- **Exercise directions**
Show all lines containing "named" from the data below.

- **Exercise data**
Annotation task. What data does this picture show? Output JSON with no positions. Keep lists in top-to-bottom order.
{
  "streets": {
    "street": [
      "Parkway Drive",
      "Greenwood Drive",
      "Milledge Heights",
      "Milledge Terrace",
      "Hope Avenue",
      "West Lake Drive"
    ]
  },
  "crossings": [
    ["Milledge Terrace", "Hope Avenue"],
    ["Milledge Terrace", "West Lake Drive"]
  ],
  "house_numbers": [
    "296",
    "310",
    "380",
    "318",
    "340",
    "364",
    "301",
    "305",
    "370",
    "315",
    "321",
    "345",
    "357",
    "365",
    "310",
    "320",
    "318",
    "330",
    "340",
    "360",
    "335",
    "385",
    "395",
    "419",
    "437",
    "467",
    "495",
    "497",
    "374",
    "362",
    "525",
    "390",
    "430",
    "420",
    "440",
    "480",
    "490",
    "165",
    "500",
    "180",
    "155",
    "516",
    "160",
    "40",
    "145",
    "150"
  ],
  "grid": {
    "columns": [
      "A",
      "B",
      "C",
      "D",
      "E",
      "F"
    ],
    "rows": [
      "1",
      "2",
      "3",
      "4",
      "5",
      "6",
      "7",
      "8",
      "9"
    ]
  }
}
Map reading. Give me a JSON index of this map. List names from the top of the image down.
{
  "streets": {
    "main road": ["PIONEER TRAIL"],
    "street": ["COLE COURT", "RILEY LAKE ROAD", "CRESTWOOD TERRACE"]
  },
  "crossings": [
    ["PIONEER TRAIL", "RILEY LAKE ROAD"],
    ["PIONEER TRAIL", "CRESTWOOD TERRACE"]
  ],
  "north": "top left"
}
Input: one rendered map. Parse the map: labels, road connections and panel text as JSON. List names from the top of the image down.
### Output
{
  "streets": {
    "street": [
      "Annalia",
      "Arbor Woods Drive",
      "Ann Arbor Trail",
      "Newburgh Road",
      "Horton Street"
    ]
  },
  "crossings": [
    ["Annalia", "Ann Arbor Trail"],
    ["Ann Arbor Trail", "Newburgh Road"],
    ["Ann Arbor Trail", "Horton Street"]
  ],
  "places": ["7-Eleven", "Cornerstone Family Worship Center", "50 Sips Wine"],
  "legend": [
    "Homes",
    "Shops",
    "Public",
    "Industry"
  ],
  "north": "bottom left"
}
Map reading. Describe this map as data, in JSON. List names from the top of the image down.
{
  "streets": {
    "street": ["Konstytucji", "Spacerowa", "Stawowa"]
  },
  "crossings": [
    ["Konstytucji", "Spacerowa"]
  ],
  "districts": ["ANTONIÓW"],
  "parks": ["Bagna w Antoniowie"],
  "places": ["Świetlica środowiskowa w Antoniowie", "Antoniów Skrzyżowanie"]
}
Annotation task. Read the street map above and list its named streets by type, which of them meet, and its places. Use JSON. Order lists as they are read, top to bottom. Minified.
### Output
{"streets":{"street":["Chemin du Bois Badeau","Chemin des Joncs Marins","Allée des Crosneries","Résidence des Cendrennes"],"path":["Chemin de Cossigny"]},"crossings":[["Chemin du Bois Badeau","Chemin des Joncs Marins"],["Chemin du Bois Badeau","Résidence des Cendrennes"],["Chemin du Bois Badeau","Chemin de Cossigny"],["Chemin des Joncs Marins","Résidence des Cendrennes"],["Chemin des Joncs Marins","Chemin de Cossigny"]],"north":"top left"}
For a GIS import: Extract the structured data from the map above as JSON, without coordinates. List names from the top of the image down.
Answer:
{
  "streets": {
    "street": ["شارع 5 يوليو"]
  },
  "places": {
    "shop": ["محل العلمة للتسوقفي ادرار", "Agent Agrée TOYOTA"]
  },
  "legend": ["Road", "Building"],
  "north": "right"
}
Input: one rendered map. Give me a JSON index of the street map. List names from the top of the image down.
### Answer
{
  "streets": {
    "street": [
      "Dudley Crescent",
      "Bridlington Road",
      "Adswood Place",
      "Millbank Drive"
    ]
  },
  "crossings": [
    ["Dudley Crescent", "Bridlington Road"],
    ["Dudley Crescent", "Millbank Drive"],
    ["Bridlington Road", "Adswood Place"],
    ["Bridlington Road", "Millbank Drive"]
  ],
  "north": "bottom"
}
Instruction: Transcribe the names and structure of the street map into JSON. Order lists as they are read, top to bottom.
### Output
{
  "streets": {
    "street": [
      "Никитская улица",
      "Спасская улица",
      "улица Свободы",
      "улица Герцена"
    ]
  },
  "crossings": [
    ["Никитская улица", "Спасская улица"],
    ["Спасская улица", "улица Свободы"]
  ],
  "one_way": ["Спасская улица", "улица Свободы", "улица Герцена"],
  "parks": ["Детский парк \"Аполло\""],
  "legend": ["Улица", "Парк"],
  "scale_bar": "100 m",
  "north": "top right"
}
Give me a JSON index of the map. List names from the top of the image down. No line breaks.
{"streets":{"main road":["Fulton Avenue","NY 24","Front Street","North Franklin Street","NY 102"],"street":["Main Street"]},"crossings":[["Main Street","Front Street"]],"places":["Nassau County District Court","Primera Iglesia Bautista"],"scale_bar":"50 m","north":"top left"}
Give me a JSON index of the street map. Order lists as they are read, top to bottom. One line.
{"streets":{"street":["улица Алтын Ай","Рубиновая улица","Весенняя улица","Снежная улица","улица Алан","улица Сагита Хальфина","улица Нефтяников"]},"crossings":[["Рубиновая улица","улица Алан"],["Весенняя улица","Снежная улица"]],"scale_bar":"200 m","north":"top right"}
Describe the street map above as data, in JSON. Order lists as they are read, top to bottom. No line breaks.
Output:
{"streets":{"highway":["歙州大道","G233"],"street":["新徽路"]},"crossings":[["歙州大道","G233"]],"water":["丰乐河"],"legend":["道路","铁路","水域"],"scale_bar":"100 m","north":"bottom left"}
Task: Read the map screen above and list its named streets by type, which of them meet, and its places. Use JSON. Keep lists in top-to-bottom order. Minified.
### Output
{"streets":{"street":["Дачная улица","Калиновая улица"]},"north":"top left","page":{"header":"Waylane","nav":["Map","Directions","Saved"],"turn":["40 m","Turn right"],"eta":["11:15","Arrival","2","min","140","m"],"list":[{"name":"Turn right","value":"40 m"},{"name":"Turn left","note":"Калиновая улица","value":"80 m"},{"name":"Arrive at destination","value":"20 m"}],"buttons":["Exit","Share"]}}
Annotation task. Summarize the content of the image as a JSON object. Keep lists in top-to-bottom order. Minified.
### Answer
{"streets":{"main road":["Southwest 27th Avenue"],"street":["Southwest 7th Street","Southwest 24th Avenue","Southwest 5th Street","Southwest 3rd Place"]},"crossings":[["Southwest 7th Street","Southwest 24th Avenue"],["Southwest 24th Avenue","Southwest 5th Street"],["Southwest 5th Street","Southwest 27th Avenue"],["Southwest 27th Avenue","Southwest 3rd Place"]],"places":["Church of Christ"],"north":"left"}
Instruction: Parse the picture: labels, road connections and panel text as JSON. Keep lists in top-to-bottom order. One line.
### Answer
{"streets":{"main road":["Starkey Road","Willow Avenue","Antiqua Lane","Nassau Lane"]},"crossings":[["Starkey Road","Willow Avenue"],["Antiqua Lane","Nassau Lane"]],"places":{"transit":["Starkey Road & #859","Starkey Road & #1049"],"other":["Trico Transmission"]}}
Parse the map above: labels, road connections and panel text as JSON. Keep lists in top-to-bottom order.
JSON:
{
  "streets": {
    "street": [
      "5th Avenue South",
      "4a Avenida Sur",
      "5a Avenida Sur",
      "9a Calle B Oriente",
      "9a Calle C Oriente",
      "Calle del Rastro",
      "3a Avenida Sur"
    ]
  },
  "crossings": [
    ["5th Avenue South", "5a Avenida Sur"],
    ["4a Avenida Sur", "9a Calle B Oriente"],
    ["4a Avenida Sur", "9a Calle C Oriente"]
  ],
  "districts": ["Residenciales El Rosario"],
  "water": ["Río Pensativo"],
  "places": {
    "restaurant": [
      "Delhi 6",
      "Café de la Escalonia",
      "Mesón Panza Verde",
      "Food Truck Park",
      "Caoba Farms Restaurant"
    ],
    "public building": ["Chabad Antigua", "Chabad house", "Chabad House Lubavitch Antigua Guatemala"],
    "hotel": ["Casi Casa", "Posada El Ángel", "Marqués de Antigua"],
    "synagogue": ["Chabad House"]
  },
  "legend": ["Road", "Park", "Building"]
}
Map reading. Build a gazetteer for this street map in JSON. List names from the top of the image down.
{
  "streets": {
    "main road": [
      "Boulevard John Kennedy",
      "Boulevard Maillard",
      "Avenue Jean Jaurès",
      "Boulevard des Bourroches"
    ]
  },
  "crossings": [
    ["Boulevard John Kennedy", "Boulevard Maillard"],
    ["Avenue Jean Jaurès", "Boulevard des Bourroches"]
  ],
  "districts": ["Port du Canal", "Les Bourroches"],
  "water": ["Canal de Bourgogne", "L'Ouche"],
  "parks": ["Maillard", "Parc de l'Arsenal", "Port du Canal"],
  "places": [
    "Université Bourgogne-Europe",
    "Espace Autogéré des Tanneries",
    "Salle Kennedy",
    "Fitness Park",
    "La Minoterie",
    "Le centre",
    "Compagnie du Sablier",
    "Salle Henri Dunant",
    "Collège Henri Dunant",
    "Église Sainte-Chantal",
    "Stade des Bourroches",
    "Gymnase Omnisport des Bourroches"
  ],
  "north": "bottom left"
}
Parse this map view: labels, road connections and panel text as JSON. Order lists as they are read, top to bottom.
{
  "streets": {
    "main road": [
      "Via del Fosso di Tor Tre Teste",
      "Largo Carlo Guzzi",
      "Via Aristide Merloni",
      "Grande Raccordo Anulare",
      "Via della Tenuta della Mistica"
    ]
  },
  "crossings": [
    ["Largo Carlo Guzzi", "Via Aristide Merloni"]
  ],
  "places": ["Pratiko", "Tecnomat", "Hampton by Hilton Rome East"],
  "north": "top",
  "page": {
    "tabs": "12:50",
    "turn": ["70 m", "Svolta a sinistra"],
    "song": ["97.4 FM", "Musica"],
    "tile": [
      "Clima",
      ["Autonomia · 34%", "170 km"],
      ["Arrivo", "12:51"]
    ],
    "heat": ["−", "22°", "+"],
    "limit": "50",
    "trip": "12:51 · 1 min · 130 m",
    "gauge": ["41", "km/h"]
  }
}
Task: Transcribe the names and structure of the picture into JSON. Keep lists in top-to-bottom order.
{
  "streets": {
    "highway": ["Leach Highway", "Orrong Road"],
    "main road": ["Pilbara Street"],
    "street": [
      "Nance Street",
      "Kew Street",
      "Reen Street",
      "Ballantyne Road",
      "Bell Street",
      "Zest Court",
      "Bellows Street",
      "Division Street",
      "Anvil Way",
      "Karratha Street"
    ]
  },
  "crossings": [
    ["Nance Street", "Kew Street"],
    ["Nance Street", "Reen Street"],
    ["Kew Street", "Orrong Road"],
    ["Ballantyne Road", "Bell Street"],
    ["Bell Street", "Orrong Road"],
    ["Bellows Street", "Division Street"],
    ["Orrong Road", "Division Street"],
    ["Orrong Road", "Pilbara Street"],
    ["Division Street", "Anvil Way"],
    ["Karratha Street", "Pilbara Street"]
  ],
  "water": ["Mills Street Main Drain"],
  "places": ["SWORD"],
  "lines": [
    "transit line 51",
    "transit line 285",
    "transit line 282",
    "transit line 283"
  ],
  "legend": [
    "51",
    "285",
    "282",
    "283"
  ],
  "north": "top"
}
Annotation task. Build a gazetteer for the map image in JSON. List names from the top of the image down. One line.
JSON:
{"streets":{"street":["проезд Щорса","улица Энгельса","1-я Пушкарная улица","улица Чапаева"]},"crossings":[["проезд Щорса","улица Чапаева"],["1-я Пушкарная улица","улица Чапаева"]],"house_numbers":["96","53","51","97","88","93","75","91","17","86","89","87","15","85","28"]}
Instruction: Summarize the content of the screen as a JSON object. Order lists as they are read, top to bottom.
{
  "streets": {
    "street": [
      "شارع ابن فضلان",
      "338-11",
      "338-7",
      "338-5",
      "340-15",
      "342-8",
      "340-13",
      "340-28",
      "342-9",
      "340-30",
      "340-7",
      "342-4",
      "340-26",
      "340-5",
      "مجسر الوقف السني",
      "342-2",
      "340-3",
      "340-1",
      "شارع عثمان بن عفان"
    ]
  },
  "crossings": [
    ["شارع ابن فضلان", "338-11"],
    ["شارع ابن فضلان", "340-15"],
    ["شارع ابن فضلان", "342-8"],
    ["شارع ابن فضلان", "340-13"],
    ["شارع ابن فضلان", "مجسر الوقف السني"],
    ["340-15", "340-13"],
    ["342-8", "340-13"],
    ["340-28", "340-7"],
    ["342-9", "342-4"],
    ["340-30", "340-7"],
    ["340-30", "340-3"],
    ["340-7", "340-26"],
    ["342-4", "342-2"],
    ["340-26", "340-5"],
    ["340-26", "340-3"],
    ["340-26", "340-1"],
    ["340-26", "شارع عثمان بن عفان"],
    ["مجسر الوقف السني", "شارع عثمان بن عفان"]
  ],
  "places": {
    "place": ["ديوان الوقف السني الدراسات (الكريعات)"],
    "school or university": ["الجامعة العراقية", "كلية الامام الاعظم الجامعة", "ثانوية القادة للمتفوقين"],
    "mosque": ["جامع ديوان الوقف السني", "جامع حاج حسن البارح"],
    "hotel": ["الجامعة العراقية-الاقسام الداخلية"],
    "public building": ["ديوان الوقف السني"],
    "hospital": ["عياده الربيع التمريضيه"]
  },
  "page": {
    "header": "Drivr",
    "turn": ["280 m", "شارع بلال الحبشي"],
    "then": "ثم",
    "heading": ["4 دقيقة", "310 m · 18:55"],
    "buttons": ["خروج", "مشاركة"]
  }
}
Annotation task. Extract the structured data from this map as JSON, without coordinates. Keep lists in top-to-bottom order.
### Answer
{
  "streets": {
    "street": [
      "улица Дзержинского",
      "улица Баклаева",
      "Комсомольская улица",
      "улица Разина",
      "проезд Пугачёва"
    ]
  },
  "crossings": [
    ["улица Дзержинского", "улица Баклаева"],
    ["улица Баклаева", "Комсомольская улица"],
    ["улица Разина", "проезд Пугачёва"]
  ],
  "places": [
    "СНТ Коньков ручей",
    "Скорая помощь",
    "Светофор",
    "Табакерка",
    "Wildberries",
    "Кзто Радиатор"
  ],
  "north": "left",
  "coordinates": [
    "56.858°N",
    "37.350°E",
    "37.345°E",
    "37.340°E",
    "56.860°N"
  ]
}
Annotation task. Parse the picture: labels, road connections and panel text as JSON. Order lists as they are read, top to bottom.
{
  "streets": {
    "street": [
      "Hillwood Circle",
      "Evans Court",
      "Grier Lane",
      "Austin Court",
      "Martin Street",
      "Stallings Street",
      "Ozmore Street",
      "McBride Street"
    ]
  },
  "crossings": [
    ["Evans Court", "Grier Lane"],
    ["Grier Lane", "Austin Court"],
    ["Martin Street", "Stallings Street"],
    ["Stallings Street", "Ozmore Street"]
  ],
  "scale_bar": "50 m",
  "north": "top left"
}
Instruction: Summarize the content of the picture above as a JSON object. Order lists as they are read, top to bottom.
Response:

- **Completed exercise**
Annotation task. Read the street map above and list its named streets by type, which of them meet, and its places. Use JSON. Order lists as they are read, top to bottom. Minified.
Task: Read the map screen above and list its named streets by type, which of them meet, and its places. Use JSON. Keep lists in top-to-bottom order. Minified.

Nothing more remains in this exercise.